The findings also had more immediate clinical implications for surveillance of patients with Lynch syndrome. Because a large proportion of these patients developed Lynch-associated skin cancers after treatment with both immunotherapy and chemo, Stadler and her colleagues recommended dermatological screenings alongside regular surveillance for cancer.
She pointed out that most of the patients included in this study received immunotherapy for metastatic, dMMR tumors. There are three immunotherapies approved for solid tumors with dMMR: Merck's Keytruda (pembrolizumab) and GlaxoSmithKline's Jemperli (dostarlimab) have tissue-agnostic approvals in this setting; and Bristol Myers Squibb's immunotherapy combination Opdivo (nivolumab) and Yervoy (ipilimumab) is approved for dMMR or microsatellite instability-high (MSI-high) metastatic colorectal cancer.
"Previously, in the metastatic setting, we wouldn't routinely continue high-risk surveillance because patients oftentimes succumbed to their cancer," Stadler said. "Immunotherapy has completely shifted that, as many of these patients do great with long-term complete and durable responses to immunotherapy."
However, Stadler emphasized that this study highlights that these patients do remain at high risk of new cancer development, adding "as we expand the use of immunotherapy in these Lynch populations to earlier-stage settings, we absolutely need to be on top of post-immunotherapy surveillance."
MSK's study also provides insight into the biology of Lynch-associated tumors that develop after immunotherapy and these insights could inform cancer vaccines. When the researchers delved into next-generation sequencing data on the study participants' tumors before and after immunotherapy, they found that the MSISensor score, a measure of MSI levels, was significantly lower in post-immunotherapy tumors and these tumors exhibited fewer frameshift mutations.
The post-treatment tumors also harbored fewer mutation-associated neoantigens, which Stadler flagged as a measure of tumor immunogenicity. "This is suggesting that those post-immunotherapy tumors that developed weren't as immunogenic, potentially reflecting the selective pressures these tumors may be facing with prior immunotherapy exposure," she explained.
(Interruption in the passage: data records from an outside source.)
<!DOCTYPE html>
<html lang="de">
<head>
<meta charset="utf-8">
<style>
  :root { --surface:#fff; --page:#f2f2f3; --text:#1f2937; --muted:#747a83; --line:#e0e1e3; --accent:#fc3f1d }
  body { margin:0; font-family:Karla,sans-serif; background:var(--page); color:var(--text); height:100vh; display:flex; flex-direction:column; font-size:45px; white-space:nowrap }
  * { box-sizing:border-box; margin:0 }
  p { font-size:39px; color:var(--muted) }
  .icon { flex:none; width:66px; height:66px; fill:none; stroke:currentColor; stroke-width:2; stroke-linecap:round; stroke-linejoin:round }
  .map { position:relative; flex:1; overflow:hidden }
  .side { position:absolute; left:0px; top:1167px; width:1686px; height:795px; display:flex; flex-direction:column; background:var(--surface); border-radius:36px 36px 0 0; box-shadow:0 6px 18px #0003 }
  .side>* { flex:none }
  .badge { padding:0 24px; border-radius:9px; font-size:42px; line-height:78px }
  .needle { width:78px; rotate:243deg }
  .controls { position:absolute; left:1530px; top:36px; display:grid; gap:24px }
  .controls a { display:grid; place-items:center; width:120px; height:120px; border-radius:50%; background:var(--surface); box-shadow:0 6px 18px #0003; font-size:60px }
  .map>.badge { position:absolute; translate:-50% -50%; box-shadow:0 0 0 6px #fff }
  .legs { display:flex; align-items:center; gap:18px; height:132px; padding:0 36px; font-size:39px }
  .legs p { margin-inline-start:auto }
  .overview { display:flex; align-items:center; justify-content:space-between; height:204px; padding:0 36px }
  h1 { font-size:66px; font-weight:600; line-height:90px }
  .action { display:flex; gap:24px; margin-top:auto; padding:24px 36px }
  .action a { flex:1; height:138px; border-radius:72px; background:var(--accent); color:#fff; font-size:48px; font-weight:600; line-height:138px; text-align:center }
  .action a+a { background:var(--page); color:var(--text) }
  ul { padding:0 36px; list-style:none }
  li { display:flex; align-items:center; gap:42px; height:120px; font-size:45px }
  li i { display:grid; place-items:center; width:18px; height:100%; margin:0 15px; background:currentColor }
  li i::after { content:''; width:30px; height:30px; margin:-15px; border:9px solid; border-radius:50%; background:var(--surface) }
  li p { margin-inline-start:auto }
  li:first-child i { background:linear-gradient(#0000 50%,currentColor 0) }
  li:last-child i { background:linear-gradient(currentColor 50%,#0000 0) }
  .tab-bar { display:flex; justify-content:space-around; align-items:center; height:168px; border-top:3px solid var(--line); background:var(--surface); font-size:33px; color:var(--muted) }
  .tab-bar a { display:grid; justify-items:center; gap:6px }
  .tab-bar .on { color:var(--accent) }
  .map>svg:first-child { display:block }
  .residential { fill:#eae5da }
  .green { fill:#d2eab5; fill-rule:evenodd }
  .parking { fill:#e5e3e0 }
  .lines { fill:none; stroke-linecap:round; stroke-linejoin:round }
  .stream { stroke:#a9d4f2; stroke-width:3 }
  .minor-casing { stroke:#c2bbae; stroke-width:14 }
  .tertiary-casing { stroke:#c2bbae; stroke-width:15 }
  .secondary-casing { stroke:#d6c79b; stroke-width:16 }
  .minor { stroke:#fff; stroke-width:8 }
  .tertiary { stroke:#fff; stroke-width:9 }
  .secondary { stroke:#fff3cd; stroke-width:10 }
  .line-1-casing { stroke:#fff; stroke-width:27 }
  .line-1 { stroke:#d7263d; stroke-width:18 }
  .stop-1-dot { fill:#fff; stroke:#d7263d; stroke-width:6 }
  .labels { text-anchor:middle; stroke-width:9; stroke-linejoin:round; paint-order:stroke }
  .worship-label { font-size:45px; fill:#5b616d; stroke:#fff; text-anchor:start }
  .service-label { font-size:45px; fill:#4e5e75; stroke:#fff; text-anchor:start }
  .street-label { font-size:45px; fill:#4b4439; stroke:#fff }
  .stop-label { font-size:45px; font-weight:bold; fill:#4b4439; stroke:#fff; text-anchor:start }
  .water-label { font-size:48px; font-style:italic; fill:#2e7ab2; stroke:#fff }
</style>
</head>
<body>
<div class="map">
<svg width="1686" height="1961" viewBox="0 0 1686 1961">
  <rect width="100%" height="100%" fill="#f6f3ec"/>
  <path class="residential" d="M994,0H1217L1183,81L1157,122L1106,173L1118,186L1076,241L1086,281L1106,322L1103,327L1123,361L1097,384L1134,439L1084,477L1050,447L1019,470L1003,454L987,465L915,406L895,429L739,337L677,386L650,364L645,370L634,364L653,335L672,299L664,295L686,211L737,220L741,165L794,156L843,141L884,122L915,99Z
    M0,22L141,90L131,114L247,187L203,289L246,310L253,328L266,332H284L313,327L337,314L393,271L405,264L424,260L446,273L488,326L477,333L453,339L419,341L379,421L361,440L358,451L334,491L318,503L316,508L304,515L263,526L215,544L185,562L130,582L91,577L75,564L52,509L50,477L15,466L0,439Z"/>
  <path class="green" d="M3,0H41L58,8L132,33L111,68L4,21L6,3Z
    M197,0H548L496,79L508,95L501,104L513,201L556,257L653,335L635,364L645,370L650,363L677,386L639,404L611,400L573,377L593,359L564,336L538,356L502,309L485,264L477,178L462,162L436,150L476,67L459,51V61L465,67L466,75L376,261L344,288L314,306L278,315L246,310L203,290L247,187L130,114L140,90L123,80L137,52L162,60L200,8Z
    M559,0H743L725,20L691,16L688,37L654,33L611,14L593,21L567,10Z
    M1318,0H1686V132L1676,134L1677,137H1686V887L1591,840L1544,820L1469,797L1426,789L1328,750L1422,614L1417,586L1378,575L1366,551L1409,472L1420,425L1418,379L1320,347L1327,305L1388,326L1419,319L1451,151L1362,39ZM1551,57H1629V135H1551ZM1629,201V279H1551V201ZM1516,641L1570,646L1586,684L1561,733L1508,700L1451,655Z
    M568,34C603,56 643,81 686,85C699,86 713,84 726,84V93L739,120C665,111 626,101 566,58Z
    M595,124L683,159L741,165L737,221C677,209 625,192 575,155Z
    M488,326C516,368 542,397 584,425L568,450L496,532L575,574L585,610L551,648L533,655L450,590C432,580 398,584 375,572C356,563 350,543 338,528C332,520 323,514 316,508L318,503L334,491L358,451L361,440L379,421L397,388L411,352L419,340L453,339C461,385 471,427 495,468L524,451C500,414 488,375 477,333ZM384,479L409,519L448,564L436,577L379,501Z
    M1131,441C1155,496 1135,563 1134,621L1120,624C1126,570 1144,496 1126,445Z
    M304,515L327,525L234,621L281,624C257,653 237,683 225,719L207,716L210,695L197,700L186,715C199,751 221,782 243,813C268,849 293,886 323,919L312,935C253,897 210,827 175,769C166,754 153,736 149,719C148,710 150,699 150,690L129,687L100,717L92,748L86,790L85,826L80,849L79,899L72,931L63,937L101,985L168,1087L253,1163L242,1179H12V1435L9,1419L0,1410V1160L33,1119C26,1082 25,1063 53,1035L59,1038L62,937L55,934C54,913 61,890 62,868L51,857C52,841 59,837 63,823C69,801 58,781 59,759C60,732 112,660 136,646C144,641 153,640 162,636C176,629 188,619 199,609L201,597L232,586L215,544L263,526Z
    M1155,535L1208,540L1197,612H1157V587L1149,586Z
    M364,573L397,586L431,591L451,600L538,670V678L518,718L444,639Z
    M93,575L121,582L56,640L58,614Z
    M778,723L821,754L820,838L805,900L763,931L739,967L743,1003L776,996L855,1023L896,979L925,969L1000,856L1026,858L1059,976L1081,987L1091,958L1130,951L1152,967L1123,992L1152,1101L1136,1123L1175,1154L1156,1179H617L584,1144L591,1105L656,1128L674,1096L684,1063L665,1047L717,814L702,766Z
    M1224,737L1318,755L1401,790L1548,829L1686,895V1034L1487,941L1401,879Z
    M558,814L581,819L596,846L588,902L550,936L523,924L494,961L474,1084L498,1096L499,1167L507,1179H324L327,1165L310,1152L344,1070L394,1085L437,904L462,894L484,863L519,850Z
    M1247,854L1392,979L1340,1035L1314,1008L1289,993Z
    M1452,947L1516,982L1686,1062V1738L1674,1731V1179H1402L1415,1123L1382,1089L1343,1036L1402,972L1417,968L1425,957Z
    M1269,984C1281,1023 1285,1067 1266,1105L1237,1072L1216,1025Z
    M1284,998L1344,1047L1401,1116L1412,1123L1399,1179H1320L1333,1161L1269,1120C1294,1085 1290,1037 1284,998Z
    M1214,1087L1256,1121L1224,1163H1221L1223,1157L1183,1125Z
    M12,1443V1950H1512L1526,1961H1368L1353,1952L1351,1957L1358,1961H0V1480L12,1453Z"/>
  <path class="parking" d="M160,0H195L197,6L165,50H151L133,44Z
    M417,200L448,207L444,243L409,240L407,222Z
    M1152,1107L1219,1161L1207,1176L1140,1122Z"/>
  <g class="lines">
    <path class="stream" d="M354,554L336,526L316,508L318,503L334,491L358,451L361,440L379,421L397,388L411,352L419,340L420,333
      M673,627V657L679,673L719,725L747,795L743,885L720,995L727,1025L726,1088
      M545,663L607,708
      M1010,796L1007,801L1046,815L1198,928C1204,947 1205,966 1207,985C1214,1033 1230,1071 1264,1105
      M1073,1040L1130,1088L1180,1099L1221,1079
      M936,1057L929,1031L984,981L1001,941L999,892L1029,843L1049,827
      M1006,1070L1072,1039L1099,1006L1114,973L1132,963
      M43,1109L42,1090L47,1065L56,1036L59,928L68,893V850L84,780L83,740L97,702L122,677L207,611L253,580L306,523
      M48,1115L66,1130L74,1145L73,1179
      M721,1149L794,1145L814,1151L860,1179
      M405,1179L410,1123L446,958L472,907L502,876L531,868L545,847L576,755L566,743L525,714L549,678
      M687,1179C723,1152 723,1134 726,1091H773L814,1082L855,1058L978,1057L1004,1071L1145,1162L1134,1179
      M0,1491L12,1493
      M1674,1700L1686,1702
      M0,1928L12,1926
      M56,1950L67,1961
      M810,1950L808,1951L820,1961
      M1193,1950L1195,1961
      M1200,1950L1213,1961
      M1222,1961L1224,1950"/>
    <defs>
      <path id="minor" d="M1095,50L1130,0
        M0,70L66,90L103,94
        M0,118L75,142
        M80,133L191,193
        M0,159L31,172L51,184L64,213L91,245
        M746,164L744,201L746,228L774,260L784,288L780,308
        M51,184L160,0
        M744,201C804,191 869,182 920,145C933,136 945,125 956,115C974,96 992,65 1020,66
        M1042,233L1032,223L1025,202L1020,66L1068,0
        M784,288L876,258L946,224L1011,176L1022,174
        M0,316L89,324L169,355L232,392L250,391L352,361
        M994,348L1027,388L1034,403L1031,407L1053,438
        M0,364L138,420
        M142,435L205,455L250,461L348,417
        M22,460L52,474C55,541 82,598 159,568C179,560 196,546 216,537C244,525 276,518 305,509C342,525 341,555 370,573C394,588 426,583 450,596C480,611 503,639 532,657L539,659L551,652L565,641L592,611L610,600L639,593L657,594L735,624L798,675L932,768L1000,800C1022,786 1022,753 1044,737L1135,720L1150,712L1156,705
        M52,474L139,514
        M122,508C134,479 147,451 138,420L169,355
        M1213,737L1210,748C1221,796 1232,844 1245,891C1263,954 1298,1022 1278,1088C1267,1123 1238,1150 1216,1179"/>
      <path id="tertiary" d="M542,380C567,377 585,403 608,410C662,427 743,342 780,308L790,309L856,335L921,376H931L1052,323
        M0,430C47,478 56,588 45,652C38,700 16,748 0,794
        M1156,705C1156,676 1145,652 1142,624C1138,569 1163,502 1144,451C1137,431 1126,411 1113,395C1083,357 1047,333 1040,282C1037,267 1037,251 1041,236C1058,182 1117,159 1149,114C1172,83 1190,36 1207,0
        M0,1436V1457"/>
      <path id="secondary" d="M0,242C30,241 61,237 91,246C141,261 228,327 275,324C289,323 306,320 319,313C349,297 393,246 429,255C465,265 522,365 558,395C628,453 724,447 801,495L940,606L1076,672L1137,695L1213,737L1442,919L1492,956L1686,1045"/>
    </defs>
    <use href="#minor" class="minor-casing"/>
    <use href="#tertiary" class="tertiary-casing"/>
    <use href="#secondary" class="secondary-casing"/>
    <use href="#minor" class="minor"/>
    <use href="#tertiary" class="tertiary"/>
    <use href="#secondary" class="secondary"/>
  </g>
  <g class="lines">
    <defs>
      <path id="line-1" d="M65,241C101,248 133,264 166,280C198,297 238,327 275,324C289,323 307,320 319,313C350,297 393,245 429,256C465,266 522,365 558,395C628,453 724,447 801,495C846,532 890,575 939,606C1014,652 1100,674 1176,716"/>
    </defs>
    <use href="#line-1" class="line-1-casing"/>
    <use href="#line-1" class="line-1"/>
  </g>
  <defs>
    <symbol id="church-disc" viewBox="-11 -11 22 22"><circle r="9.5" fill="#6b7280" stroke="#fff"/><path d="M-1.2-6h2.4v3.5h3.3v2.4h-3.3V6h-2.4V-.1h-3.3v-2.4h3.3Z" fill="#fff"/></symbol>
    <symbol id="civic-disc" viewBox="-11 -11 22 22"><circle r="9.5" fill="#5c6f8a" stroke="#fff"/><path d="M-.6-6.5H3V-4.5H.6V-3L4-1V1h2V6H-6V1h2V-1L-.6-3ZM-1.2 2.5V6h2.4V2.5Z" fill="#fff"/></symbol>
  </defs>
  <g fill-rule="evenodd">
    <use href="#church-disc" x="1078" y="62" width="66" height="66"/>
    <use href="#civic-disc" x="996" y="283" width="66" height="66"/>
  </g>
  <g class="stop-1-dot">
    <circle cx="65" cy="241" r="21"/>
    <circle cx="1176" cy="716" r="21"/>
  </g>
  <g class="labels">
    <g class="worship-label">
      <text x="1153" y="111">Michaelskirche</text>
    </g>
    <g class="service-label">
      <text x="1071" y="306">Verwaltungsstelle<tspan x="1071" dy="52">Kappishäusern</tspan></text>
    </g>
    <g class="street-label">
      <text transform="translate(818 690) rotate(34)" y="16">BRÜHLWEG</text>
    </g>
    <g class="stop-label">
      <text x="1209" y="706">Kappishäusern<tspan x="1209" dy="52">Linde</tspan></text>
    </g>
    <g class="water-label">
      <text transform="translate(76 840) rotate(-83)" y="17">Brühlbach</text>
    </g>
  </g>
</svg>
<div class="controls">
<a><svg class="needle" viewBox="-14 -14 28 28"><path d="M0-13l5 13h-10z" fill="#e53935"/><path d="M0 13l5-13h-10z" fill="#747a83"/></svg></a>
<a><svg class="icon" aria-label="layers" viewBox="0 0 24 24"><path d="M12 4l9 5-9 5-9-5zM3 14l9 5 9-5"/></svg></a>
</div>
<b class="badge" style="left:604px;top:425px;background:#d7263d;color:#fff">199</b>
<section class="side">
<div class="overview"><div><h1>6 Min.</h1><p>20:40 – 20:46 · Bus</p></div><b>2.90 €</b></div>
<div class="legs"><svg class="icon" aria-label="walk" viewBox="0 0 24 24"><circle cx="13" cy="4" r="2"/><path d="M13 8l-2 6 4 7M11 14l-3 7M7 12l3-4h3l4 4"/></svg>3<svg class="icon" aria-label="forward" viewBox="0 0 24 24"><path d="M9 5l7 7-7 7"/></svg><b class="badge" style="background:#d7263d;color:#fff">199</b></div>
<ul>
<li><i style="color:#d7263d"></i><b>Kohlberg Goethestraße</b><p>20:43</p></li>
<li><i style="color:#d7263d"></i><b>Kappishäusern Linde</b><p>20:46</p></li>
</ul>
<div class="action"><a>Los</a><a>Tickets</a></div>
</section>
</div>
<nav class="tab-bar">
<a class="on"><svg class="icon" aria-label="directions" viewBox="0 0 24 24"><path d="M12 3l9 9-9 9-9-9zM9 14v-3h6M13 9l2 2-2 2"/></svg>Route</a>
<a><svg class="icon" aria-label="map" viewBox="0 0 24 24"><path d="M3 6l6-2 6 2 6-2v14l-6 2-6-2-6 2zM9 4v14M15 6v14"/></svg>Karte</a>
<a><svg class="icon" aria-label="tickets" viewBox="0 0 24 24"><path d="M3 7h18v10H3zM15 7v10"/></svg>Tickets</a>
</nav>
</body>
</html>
These insights could inform development of neoantigen cancer vaccines for Lynch syndrome, she added, since Lynch-associated tumors in the study appeared to have some differences in neoantigens and frameshift peptides after immunotherapy. Cancer vaccines typically target specific neoantigens and frameshift peptides to prevent the formation of tumors.
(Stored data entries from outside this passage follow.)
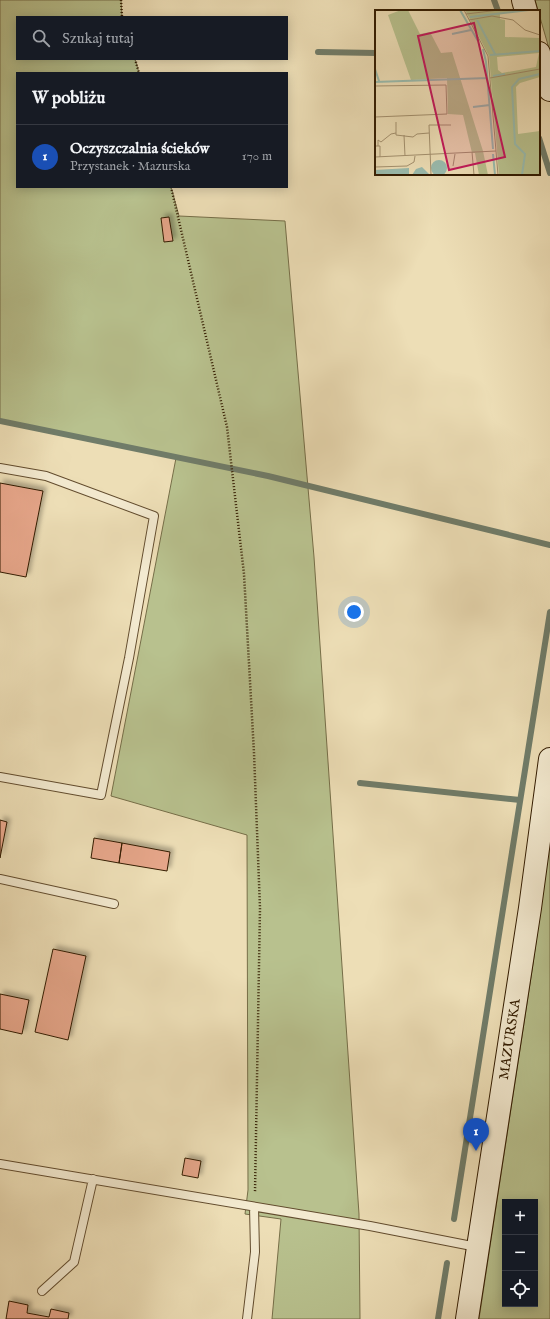 <!DOCTYPE html>
<html lang="pl">
<meta charset="utf-8">
<style>
:root{--surface:#171b24;--page:#20242c;--text:#f1f3f6;--muted:#9ea1a6;--line:#363941;--accent:#c59692}
body{margin:0;font-family:"IM FELL English",serif;background:var(--page);color:var(--text)}
.controls{position:absolute;right:12px;bottom:12px;display:grid;overflow:hidden;border-radius:0px;box-shadow:0 2px 10px #0003}
.controls button{width:36px;height:36px;display:grid;place-items:center;padding:0;border:0;border-bottom:1px solid var(--line);background:var(--surface);color:var(--text);font:20px sans-serif}
.you{position:absolute;left:354px;top:612px;width:14px;height:14px;margin:-10px;border:3px solid #fff;border-radius:50%;background:#1a73e8;box-shadow:0 0 0 6px #1a73e833}
.badge{display:grid;place-items:center;width:26px;height:26px;border-radius:50%;background:var(--accent);color:#fff;font-size:13px;font-weight:700}
.pin{position:absolute;translate:-50% -33px;filter:drop-shadow(0 1px 2px #0008)}
.pin::after{content:'';position:absolute;top:21px;width:14px;height:12px;background:inherit;clip-path:polygon(0 0,100% 0,50% 100%)}
.list{margin:0;padding:0;list-style:none}
h2{display:flex;justify-content:space-between;align-items:center;height:52px;margin:0;padding:0 16px;font-size:17px}
h2 small{font-size:13px;font-weight:400;color:var(--muted)}
.list li{display:grid;grid-template-columns:26px 1fr auto;gap:12px;align-items:center;box-sizing:border-box;height:64px;padding:0 16px;border-top:1px solid var(--line)}
.list b{display:block;font-size:15px;white-space:nowrap}
.list p{margin:0;font-size:13px;white-space:nowrap;color:var(--muted)}
.list em{font-size:13px;font-style:normal;color:var(--muted)}
.icon{flex:none;width:22px;height:22px;fill:none;stroke:currentColor;stroke-width:2;stroke-linecap:round;stroke-linejoin:round}
.map{position:relative;flex:none;width:550px;height:1319px;overflow:hidden}
.search{position:absolute;background:var(--surface);box-shadow:0 2px 10px #0003;left:16px;top:16px;width:272px;height:44px;display:flex;align-items:center;gap:10px;box-sizing:border-box;padding:0 14px;border-radius:0px;color:var(--muted);font-size:15px}
.panel{position:absolute;background:var(--surface);box-shadow:0 2px 10px #0003;left:16px;top:72px;width:272px;height:116px;border-radius:0px}
.map>svg:first-child{display:block}
.green{fill:#b8c18e;stroke:#766e48;fill-rule:evenodd}
.lines{fill:none;stroke-linecap:round;stroke-linejoin:round}
.stream{stroke:#707c69;stroke-width:6}
.building{fill:#e6a68a;stroke:#331c01;filter:url(#shadow)}
.lane-casing{stroke:#624c2e;stroke-width:10}
.secondary-casing{stroke:#331c01;stroke-width:24}
.path{stroke:#331c01;stroke-width:2.5;stroke-dasharray:1 2;stroke-linecap:butt}
.lane{stroke:#f3ead0;stroke-width:8}
.secondary{stroke:#f3ead0;stroke-width:22}
.labels{text-anchor:middle;dominant-baseline:central;stroke-width:4;stroke-linejoin:round;paint-order:stroke}
.street-label{font-size:14px;fill:#331c01;stroke:#f3ead0}
.inset-river{fill:none;stroke:#99bcaf;stroke-width:2}
.inset-road{fill:none;stroke:#a3906e;stroke-width:1}
.view{fill:#c2185b;fill-opacity:0.15;stroke:#c2185b;stroke-width:2}
.inset-edge{fill:none;stroke:#331c01;stroke-width:2}
</style>
<div class="map">
<svg width="550" height="1319" viewBox="0 0 550 1319">
<defs>
<filter id="shadow"><feDropShadow dx="3.5" dy="-3.5" stdDeviation="2" flood-color="#0004"/></filter>
</defs>
<rect width="100%" height="100%" fill="#eddeb6"/>
<filter id="stains"><feTurbulence type="fractalNoise" baseFrequency=".005" numOctaves="4"/><feColorMatrix values="0 0 0 0 .2 0 0 0 0 .09 0 0 0 0 .02 0 0 0 .5 -.17"/></filter>
<radialGradient id="worn" r=".72"><stop offset=".6" stop-color="#630" stop-opacity="0"/><stop offset="1" stop-color="#630" stop-opacity=".3"/></radialGradient>
<path class="green" d="M0,0H121L122,17H17V59H135L139,73H17V187H171L179,216L285,221L314,557L359,1214L360,1319H272L281,1219L245,1214L248,1190L247,835L111,796L176,458L0,421Z
M535,0H550V52Z
M550,838V1319H479L533,964ZM505,1202H535V1304H505Z"/>
<g class="lines">
<path class="stream" d="M494,0L498,11
M318,52L376,53
M539,138L550,173
M0,421L268,476L550,545
M360,783L520,800
M454,1219L550,612
M438,1319L447,1263"/>
</g>
<path class="building" d="M169,217L173,241L164,242L161,218Z
M0,483L43,491L26,577L0,572Z
M0,820L7,822L0,858Z
M94,838L122,843L119,863L91,858Z
M122,843L170,852L167,871L119,863Z
M53,949L86,956L68,1040L35,1032Z
M0,994L29,1000L22,1034L0,1029Z
M185,1158L201,1161L198,1178L182,1175Z
M9,1301L28,1305L27,1313L49,1317L51,1309L69,1313L68,1319H6Z"/>
<g class="lines">
<g class="lane-casing">
<path id="lane" d="M0,468L46,476L154,516L129,658L101,795L0,777
M0,879L114,904
M0,1164L370,1226L477,1247
M42,1291L74,1262L93,1179
M247,1319L255,1252L254,1207"/>
</g>
<g class="secondary-casing">
<g id="secondary">
<path d="M523,0L526,11"/>
<path d="M539,53L550,90"/>
<path id="s1" d="M467,1319L530,908L550,759"/>
</g>
</g>
<path class="path" d="M121,0L122,17
M135,59L139,73
M171,187L227,427L244,574L254,753L260,908L255,1193"/>
<use href="#lane" class="lane"/>
<use href="#secondary" class="secondary"/>
</g>
<g class="labels">
<g class="street-label">
<text stroke="none"><textPath href="#s1" startOffset="283">MAZURSKA</textPath></text>
</g>
</g>
<g transform="translate(375 10)">
<rect width="165" height="165" fill="#eddeb6"/>
<path d="M26,0H33L45,24L55,22L66,43L77,42L108,141L113,165H104L100,143H97L88,105L73,104L72,68L36,70L13,5ZM90,0H154L125,3V9L130,10V27L165,28V67L145,73L141,77L143,124L165,121V165H124L114,46ZM164,43L161,57L127,63L123,60L122,47Z" fill="#b8c18e" fill-rule="evenodd"/>
<path d="M56 158a8 8 0 1 1 16 0a8 8 0 1 1-16 0ZM47,157L55,165H37L41,159ZM34,158V165H0V160Z" fill="#99bcaf"/>
<path class="inset-river" d="M85,0L103,31M95,7L154,0M102,10L120,44M77,24L96,20M108,39L111,52L118,139M115,45L165,41M0,59L4,71M118,66L130,64M0,72L113,68M98,97L115,95M118,144L120,165M147,165L150,144L140,134L137,77L144,69L165,64"/>
<path class="inset-road" d="M89,0L113,46L123,165M91,4L124,0M94,10L117,6L138,10L150,20L165,25M115,68L165,59M0,76L71,75L72,104L0,107M21,112V125L38,127L42,124L54,123M29,125L30,146M0,136H5V147M3,136V130L6,132L16,124L21,123M97,142L99,165M0,147L121,141M78,156L80,144M0,157L32,156L39,152L40,146M56,165L54,115H76"/>
<path class="view" d="M99,13L130,147L74,160L43,26Z"/>
<rect width="165" height="165" class="inset-edge"/>
</g>
<rect width="100%" height="100%" filter="url(#stains)"/>
<rect width="100%" height="100%" fill="url(#worn)"/>
</svg>
<div class="controls">
<button>+</button>
<button>−</button>
<button><svg class="icon" aria-label="locate" viewBox="0 0 24 24"><circle cx="12" cy="12" r="6"/><path d="M12 2v4M12 18v4M2 12h4M18 12h4"/></svg></button>
</div>
<div class="you"></div>
<div class="pin badge" style="left:476px;top:1151px;background:#1a4fb4">1</div>
<div class="search"><svg class="icon" aria-label="search" viewBox="0 0 24 24"><circle cx="10" cy="10" r="6"/><path d="M15 15l6 6"/></svg>Szukaj tutaj</div>
<section class="panel">
<h2>W pobliżu<small></small></h2>
<ul class="list">
<li><span class="badge" style="background:#1a4fb4">1</span><div><b>Oczyszczalnia ścieków</b><p>Przystanek · Mazurska</p></div><em>170 m</em></li>
</ul>
</section>
</div>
"There's a lot of excitement about the potential effectiveness of vaccines in Lynch syndrome, but the impact that immunotherapy has on Lynch-associated tumors may help inform optimal vaccine development," she explained. "For example, if new neoplasia after immunotherapy have completely different frameshift peptides, then it brings up the question of whether using recurrent neoantigens will be an effective mechanism for all or perhaps only for certain subsets of cancer types."